== DATA SHOWN

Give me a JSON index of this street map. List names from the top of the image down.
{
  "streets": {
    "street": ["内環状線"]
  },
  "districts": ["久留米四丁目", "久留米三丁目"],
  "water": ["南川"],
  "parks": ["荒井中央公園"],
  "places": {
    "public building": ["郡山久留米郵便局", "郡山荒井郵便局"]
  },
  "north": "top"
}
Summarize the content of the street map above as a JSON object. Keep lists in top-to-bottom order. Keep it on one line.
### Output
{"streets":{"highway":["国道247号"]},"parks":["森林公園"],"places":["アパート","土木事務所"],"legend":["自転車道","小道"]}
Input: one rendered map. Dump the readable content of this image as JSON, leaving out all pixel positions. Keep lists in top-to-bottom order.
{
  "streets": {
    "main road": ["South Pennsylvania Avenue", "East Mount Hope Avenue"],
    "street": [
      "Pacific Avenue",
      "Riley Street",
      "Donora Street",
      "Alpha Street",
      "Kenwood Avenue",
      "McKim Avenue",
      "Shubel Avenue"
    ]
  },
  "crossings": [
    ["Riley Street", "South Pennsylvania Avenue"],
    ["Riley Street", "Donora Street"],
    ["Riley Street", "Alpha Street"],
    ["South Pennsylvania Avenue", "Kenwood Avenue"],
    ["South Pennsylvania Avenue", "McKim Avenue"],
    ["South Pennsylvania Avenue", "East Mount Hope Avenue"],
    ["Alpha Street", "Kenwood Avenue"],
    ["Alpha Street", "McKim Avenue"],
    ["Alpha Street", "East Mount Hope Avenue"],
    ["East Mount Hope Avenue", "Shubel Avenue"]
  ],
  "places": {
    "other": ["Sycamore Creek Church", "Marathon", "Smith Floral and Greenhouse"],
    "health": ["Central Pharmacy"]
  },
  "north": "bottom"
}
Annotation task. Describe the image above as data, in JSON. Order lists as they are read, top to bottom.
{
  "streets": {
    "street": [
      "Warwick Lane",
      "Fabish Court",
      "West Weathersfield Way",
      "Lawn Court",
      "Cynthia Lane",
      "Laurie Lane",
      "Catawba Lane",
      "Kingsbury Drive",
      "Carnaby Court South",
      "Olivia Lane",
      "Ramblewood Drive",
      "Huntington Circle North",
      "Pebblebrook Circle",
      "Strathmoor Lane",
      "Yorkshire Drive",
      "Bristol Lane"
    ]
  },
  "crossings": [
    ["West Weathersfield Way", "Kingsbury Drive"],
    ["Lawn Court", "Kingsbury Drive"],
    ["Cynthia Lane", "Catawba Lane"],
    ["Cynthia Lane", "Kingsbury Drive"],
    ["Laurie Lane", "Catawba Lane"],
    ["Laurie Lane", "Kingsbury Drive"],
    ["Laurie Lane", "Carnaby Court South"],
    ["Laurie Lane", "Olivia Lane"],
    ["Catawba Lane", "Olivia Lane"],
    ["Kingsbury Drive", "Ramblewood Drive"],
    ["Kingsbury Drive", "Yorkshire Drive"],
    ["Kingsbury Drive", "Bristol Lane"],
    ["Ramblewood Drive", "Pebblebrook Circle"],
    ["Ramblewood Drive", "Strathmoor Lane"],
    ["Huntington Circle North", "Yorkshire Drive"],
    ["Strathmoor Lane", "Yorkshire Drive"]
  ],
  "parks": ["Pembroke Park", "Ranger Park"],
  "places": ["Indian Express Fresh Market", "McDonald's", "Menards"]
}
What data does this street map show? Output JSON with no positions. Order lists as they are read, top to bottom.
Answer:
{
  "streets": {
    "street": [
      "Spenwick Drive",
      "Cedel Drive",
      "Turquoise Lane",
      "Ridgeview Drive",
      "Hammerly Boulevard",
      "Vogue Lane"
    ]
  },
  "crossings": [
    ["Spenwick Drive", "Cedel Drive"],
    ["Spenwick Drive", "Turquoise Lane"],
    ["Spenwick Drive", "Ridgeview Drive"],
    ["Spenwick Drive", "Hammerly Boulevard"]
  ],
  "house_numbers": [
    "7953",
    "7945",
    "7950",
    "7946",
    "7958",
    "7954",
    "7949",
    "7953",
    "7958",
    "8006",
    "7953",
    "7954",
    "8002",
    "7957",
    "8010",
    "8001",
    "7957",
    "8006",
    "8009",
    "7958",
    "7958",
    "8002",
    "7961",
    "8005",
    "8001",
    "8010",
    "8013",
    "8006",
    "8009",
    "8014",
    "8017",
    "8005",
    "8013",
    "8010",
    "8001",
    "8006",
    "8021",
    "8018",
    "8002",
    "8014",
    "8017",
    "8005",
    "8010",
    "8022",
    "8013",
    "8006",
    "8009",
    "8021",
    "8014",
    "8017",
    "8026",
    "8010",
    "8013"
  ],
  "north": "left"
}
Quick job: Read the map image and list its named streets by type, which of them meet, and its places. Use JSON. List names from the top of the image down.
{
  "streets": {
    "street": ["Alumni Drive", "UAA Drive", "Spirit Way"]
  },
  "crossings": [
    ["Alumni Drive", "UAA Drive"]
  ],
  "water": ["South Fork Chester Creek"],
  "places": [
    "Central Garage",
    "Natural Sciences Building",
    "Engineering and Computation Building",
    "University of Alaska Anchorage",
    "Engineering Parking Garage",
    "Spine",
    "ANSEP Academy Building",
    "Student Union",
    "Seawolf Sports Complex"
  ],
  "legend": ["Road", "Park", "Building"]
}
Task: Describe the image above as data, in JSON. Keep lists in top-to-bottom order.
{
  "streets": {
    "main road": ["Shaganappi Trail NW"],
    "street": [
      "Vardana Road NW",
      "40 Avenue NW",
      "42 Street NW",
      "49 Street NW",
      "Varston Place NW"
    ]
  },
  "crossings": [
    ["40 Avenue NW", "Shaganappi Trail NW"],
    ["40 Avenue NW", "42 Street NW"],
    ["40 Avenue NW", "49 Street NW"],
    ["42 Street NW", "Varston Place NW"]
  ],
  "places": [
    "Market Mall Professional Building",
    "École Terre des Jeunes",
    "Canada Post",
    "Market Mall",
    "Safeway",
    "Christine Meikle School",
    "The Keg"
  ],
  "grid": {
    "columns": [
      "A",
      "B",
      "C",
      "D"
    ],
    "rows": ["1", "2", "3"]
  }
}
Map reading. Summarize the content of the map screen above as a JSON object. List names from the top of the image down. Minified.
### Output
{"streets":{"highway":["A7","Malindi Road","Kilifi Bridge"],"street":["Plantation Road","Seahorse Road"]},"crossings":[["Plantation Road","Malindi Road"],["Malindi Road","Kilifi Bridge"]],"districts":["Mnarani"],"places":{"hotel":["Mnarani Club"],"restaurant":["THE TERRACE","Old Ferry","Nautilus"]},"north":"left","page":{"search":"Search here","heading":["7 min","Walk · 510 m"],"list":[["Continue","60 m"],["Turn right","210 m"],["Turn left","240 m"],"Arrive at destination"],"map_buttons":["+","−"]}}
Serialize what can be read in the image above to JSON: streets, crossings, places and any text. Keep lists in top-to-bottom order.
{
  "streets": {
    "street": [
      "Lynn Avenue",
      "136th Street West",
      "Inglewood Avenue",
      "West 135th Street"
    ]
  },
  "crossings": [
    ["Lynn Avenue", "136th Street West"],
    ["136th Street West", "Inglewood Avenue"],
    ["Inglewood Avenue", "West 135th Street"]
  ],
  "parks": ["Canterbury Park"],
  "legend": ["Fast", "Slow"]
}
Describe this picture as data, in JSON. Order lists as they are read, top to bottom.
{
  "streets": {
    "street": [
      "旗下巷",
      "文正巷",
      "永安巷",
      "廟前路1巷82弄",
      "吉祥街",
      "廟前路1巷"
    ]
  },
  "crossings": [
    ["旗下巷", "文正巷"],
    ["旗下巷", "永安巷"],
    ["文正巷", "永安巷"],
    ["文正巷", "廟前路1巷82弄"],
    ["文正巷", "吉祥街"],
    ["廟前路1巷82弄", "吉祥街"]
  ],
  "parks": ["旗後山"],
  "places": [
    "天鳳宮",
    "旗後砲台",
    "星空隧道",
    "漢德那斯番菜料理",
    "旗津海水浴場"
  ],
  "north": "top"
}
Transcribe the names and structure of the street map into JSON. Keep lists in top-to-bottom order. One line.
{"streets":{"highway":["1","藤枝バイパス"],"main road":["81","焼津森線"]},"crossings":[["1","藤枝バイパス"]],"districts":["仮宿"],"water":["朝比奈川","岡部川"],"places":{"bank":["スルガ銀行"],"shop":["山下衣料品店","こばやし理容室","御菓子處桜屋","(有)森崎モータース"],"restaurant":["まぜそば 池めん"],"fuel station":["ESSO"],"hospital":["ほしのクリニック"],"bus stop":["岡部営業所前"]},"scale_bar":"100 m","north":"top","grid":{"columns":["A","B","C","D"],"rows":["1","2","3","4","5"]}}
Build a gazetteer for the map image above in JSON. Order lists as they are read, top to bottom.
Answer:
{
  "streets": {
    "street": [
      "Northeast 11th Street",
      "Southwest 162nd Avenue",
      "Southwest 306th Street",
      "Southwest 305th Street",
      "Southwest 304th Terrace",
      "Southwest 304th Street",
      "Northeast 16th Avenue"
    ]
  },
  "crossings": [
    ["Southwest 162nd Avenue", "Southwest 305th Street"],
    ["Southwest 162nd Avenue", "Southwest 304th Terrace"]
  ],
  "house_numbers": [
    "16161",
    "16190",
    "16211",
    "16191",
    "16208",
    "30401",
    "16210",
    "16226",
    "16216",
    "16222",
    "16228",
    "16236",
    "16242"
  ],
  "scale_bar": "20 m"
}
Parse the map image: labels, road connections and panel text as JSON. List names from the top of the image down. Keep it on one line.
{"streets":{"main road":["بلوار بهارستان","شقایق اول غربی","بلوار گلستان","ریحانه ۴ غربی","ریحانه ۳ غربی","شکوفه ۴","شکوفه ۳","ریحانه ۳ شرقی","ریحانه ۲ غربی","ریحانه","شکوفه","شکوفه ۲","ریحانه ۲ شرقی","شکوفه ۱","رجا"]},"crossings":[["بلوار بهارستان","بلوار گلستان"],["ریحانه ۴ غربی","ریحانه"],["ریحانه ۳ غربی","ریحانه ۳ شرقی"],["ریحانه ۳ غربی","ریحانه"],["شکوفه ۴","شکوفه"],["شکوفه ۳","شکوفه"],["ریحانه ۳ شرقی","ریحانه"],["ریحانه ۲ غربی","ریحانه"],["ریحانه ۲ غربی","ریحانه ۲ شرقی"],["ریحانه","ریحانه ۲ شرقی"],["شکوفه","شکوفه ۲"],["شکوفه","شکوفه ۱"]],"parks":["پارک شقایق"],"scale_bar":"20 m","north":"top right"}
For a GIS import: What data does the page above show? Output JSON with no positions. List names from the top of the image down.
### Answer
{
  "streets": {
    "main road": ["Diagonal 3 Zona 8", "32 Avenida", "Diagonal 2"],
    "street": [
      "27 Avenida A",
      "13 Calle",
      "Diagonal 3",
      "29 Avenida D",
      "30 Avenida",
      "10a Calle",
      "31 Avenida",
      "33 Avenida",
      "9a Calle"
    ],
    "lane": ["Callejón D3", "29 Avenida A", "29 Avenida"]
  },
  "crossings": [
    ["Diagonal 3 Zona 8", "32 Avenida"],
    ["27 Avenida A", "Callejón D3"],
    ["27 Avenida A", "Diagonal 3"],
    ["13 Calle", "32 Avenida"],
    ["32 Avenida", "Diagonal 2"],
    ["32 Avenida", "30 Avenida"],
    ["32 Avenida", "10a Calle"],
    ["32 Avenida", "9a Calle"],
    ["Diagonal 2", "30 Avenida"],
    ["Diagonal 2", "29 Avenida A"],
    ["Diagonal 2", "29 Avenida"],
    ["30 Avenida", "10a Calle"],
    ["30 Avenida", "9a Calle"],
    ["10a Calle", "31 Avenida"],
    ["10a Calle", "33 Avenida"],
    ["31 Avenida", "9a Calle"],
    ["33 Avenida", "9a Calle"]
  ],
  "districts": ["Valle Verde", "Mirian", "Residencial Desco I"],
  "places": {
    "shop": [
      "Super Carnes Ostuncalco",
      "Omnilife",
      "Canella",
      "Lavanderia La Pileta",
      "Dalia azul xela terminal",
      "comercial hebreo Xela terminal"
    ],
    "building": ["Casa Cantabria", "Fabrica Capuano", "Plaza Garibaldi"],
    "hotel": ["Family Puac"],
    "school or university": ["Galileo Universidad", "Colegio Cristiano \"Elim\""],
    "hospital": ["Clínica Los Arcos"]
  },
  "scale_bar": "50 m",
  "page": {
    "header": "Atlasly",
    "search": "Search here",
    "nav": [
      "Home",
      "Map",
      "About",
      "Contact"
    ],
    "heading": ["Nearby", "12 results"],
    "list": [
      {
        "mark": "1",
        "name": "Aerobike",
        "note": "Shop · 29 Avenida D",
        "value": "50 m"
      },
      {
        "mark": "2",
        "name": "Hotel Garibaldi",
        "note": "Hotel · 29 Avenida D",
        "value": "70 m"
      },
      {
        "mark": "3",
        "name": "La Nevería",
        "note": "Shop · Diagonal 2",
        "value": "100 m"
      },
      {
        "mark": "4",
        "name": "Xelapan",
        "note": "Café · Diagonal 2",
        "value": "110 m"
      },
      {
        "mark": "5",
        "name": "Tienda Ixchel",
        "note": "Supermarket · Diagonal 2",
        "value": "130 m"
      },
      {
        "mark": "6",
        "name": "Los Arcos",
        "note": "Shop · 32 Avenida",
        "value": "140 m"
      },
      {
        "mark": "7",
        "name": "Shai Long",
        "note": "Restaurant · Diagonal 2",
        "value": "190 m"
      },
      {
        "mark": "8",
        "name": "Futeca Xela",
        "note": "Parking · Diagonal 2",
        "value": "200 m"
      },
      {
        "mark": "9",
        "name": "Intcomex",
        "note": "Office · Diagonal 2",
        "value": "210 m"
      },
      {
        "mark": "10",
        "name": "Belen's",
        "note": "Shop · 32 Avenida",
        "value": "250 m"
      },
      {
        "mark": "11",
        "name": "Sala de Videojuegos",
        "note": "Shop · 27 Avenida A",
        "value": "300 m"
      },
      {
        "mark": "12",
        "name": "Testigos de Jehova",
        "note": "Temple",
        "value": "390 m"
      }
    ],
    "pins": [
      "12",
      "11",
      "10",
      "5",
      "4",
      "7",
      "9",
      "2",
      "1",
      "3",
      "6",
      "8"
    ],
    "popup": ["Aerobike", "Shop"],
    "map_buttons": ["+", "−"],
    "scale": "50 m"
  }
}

====

#### TASK TO CARRY OUT
Lines from the entries that contain the word "Court" are what the answer must hold.

#### WRITTEN REPLY
      "Fabish Court",
      "Lawn Court",
      "Carnaby Court South",
    ["Lawn Court", "Kingsbury Drive"],
    ["Laurie Lane", "Carnaby Court South"],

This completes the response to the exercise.